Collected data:

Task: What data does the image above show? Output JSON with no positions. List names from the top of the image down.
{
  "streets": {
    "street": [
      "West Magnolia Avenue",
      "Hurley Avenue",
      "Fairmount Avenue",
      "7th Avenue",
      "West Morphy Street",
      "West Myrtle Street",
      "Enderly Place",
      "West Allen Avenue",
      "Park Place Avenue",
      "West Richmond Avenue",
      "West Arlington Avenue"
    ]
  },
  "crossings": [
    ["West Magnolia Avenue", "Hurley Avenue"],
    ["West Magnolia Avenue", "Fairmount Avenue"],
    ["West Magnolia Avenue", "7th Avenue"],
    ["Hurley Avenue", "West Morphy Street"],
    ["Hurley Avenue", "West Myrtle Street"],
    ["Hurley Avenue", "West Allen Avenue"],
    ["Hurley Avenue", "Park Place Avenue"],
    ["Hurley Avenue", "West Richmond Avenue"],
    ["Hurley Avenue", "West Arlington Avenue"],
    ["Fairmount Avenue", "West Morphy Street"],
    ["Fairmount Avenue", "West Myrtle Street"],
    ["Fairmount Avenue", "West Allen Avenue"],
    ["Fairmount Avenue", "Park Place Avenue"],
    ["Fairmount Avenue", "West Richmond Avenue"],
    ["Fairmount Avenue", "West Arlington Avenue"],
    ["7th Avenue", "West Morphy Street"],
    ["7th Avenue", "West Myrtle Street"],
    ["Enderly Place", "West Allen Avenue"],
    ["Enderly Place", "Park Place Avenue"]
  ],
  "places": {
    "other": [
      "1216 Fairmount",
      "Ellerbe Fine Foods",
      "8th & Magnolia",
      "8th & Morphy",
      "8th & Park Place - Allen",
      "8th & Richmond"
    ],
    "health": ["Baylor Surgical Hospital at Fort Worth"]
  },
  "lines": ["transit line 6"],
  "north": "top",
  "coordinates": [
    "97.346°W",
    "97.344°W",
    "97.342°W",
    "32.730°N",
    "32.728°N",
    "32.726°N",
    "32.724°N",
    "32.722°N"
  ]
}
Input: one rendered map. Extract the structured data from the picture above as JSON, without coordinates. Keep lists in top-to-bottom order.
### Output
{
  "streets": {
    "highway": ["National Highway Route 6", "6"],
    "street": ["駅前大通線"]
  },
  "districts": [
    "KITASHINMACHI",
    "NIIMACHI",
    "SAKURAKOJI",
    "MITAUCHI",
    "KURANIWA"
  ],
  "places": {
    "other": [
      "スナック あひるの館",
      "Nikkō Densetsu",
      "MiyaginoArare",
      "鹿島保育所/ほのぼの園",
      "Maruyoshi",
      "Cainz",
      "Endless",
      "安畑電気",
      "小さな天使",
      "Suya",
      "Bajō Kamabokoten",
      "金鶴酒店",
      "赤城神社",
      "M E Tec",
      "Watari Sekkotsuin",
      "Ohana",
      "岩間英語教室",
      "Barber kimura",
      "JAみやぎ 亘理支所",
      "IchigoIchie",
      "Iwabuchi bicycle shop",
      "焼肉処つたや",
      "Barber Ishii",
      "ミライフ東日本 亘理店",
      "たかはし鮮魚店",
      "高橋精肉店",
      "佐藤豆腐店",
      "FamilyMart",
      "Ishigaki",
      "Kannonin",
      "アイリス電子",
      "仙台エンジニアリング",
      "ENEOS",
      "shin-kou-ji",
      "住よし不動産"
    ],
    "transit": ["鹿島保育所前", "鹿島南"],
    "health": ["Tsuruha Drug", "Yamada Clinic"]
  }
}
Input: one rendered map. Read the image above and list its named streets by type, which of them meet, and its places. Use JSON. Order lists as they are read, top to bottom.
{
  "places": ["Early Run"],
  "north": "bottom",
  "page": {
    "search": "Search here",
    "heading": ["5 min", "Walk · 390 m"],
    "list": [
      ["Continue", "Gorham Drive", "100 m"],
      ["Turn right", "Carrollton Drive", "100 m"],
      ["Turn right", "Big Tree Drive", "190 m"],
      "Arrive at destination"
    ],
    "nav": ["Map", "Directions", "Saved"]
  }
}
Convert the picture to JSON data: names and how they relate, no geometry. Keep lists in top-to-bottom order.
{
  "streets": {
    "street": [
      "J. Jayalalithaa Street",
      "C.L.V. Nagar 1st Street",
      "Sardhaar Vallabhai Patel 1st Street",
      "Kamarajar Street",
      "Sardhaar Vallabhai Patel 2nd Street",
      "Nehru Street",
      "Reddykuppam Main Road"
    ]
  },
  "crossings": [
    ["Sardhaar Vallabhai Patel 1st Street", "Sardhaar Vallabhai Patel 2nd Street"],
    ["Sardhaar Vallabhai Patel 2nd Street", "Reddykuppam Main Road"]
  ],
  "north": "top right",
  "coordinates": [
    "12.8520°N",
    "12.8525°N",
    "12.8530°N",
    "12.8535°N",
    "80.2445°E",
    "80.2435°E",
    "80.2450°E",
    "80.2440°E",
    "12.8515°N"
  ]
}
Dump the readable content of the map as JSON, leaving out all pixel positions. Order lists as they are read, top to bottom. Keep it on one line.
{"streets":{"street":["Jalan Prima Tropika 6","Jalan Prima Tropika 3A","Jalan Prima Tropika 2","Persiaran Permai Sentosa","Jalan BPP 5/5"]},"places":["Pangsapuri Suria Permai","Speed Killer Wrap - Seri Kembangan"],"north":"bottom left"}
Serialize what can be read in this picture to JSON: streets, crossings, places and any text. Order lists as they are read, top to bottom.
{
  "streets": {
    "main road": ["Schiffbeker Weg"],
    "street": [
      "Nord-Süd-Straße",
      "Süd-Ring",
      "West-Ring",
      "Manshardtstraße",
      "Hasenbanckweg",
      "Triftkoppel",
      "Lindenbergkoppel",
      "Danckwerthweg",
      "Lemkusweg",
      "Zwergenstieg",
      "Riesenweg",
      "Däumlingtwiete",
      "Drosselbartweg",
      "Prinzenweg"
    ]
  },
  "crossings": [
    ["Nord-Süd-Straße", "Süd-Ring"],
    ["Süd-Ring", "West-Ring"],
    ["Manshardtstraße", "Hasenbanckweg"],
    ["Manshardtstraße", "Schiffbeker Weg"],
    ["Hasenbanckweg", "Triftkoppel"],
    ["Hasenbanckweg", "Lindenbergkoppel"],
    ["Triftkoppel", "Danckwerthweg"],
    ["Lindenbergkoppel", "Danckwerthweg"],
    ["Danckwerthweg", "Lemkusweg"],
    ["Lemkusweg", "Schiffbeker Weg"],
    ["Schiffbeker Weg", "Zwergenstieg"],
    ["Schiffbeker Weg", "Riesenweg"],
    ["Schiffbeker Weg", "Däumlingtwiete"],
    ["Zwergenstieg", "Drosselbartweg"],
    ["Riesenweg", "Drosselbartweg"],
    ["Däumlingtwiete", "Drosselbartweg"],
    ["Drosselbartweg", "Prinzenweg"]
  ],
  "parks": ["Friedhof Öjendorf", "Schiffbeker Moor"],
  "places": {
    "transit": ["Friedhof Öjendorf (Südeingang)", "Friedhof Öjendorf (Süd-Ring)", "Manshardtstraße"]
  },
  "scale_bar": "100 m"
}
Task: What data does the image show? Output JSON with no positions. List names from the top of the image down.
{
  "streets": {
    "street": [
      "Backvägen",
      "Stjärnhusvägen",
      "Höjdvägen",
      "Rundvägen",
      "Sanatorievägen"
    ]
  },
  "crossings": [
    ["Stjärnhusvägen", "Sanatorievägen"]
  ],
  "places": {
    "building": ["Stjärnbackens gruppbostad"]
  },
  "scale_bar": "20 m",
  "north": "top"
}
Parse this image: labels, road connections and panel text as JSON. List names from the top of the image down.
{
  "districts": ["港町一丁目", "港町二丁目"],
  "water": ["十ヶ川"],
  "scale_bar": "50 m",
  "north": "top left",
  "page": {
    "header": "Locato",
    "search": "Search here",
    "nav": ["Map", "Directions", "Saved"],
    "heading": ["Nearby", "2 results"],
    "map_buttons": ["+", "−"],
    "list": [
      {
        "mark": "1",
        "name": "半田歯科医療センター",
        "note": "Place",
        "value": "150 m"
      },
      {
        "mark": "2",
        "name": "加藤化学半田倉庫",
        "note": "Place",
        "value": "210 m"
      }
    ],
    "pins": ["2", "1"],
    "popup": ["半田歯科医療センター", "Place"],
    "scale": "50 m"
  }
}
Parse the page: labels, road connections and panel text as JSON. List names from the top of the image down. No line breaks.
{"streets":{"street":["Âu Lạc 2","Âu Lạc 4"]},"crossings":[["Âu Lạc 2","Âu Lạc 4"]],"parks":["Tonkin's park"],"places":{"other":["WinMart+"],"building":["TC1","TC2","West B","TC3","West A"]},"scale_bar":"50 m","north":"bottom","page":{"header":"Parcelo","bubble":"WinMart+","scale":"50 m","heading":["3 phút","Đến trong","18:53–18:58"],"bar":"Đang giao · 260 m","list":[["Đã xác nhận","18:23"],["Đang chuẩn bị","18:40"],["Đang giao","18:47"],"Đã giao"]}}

_Work order:_ Looking only at the entries, count the lines that contain the word "Riesenweg", then state that count and nothing else.

_Exercise result:_ 3